◆ AIM OF THE TASK
Output the records again verbatim.

◆ PROVIDED DATA
··········

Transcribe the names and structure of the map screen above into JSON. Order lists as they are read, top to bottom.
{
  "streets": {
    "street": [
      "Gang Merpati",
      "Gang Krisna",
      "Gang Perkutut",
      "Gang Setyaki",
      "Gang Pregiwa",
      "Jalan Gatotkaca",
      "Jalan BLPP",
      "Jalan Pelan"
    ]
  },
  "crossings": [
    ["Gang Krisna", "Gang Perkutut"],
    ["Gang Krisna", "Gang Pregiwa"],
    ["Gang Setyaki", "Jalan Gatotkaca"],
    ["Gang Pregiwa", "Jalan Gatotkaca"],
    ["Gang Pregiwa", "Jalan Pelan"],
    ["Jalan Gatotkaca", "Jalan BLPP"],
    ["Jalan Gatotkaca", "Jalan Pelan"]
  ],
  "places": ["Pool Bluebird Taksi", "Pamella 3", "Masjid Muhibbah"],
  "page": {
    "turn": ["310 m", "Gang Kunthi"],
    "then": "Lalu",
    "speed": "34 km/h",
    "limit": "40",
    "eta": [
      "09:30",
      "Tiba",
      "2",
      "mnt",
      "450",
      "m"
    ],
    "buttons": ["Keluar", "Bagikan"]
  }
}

··········

◆ REPLY
Transcribe the names and structure of the map screen above into JSON. Order lists as they are read, top to bottom.
{
  "streets": {
    "street": [
      "Gang Merpati",
      "Gang Krisna",
      "Gang Perkutut",
      "Gang Setyaki",
      "Gang Pregiwa",
      "Jalan Gatotkaca",
      "Jalan BLPP",
      "Jalan Pelan"
    ]
  },
  "crossings": [
    ["Gang Krisna", "Gang Perkutut"],
    ["Gang Krisna", "Gang Pregiwa"],
    ["Gang Setyaki", "Jalan Gatotkaca"],
    ["Gang Pregiwa", "Jalan Gatotkaca"],
    ["Gang Pregiwa", "Jalan Pelan"],
    ["Jalan Gatotkaca", "Jalan BLPP"],
    ["Jalan Gatotkaca", "Jalan Pelan"]
  ],
  "places": ["Pool Bluebird Taksi", "Pamella 3", "Masjid Muhibbah"],
  "page": {
    "turn": ["310 m", "Gang Kunthi"],
    "then": "Lalu",
    "speed": "34 km/h",
    "limit": "40",
    "eta": [
      "09:30",
      "Tiba",
      "2",
      "mnt",
      "450",
      "m"
    ],
    "buttons": ["Keluar", "Bagikan"]
  }
}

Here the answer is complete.